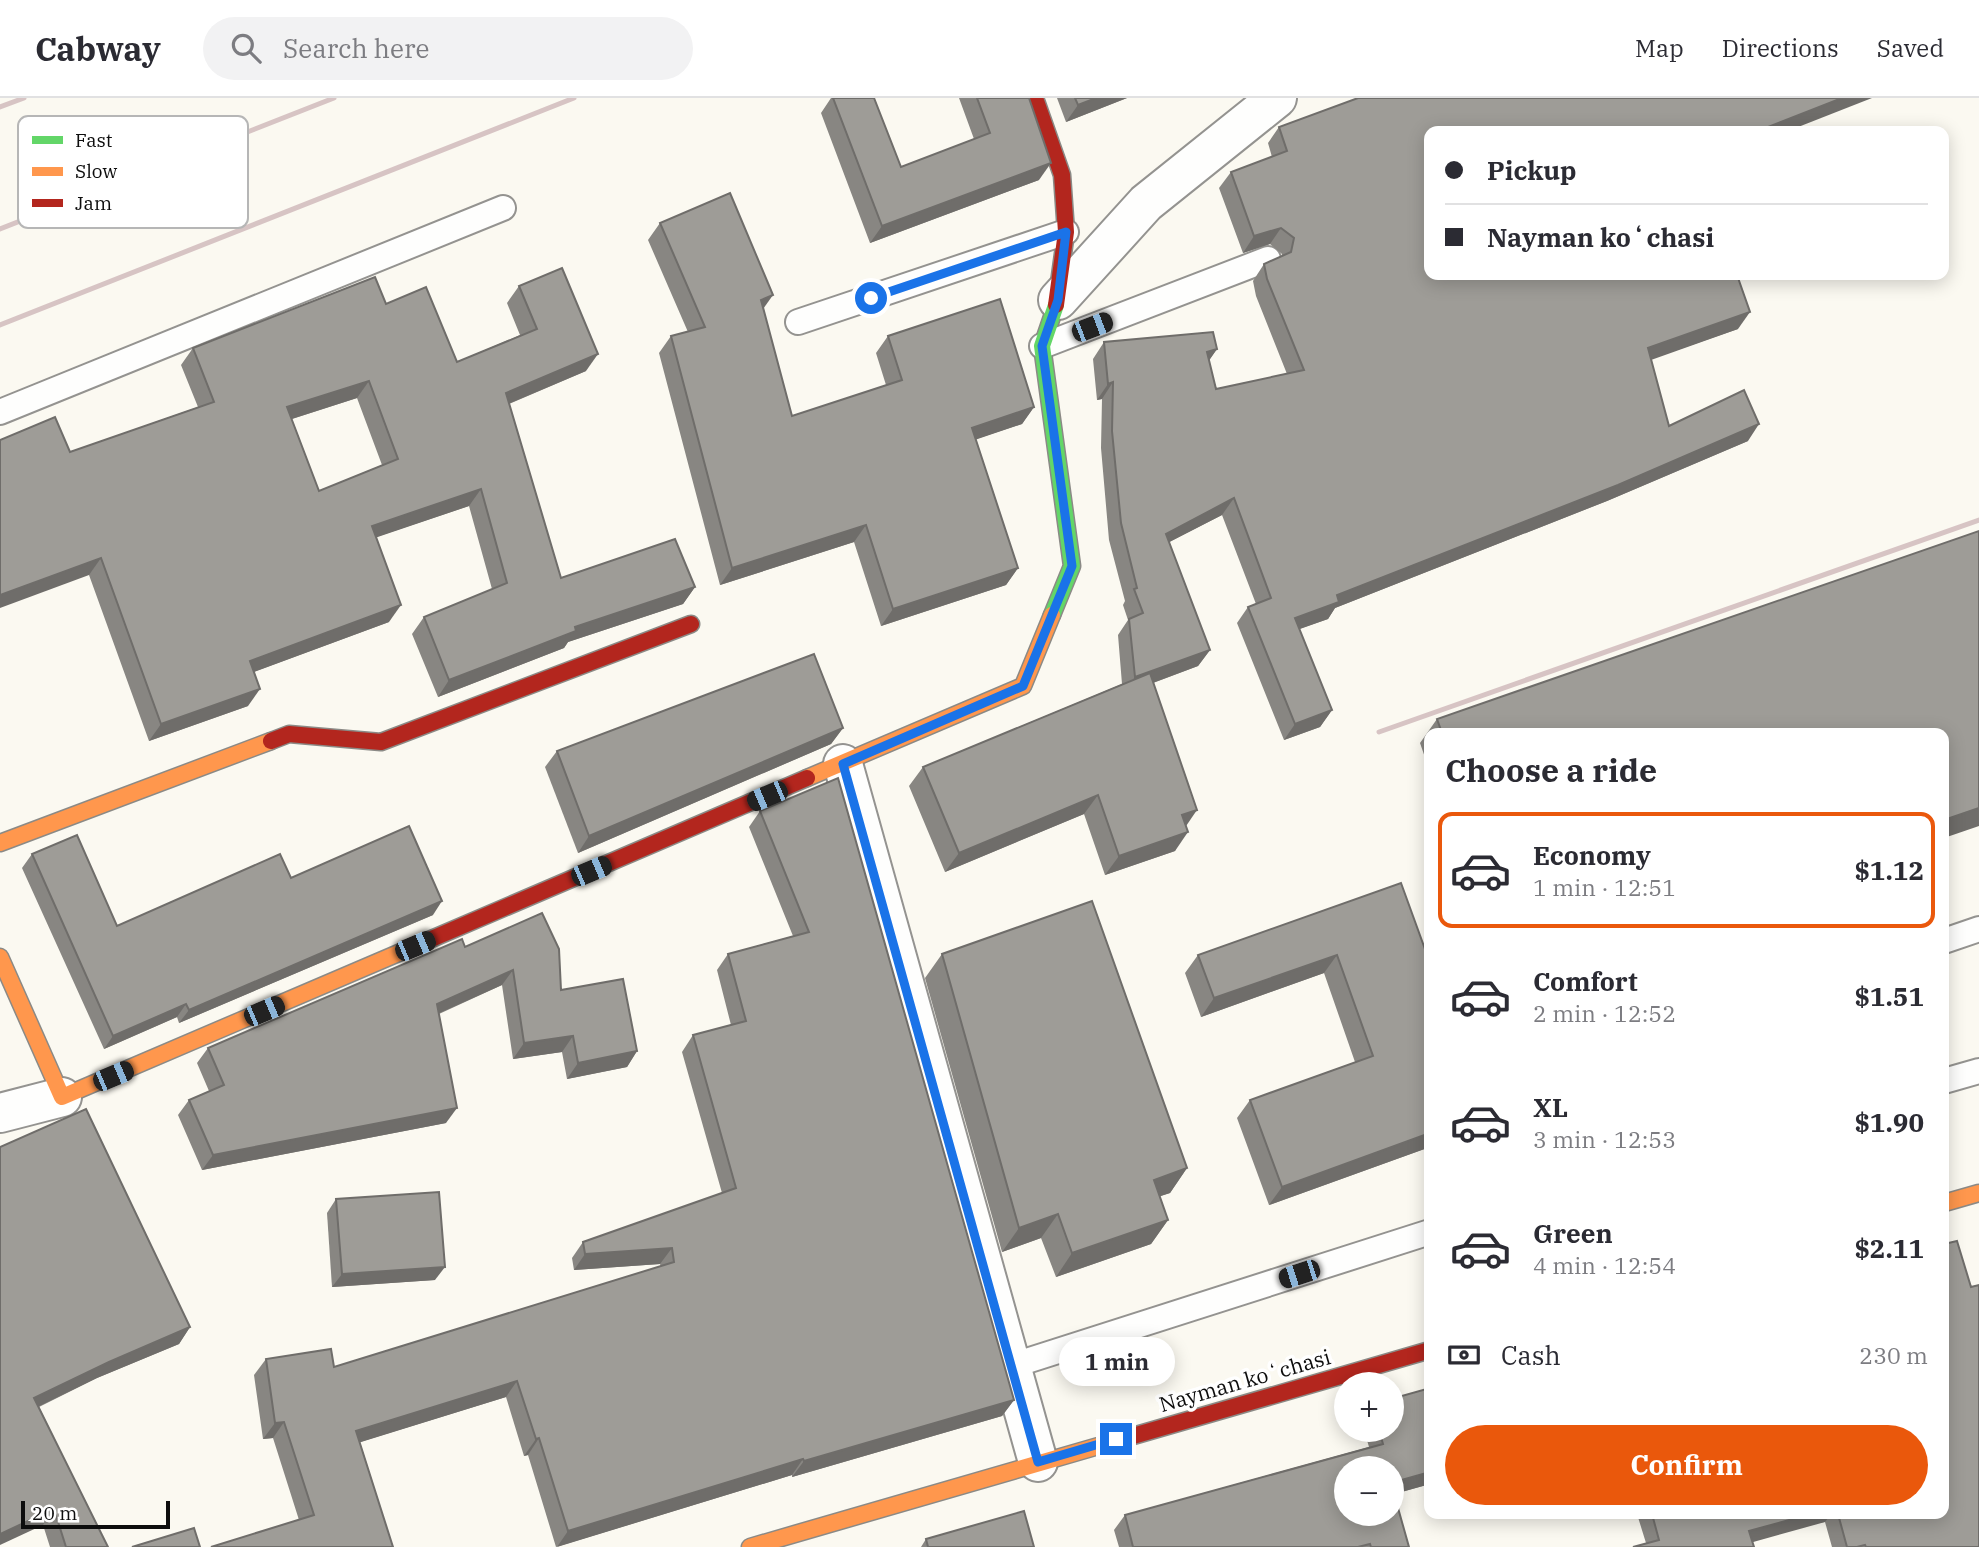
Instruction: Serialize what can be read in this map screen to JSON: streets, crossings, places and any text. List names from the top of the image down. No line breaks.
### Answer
{"streets":{"street":["Nayman koʻchasi"]},"legend":["Fast","Slow","Jam"],"scale_bar":"20 m","page":{"header":"Cabway","search":"Search here","nav":["Map","Directions","Saved"],"banner":["Pickup","Nayman koʻchasi"],"heading":"Choose a ride","list":[{"name":"Economy","note":"1 min · 12:51","value":"$1.12"},{"name":"Comfort","note":"2 min · 12:52","value":"$1.51"},{"name":"XL","note":"3 min · 12:53","value":"$1.90"},{"name":"Green","note":"4 min · 12:54","value":"$2.11"}],"pay":["Cash","230 m"],"bubble":"1 min","map_buttons":["+","−"],"buttons":"Confirm","scale":"20 m"}}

-----

■ **Directions for this task**
Output the listing above exactly, pictures omitted.

■ **Response to this exercise**
Instruction: Serialize what can be read in this map screen to JSON: streets, crossings, places and any text. List names from the top of the image down. No line breaks.
### Answer
{"streets":{"street":["Nayman koʻchasi"]},"legend":["Fast","Slow","Jam"],"scale_bar":"20 m","page":{"header":"Cabway","search":"Search here","nav":["Map","Directions","Saved"],"banner":["Pickup","Nayman koʻchasi"],"heading":"Choose a ride","list":[{"name":"Economy","note":"1 min · 12:51","value":"$1.12"},{"name":"Comfort","note":"2 min · 12:52","value":"$1.51"},{"name":"XL","note":"3 min · 12:53","value":"$1.90"},{"name":"Green","note":"4 min · 12:54","value":"$2.11"}],"pay":["Cash","230 m"],"bubble":"1 min","map_buttons":["+","−"],"buttons":"Confirm","scale":"20 m"}}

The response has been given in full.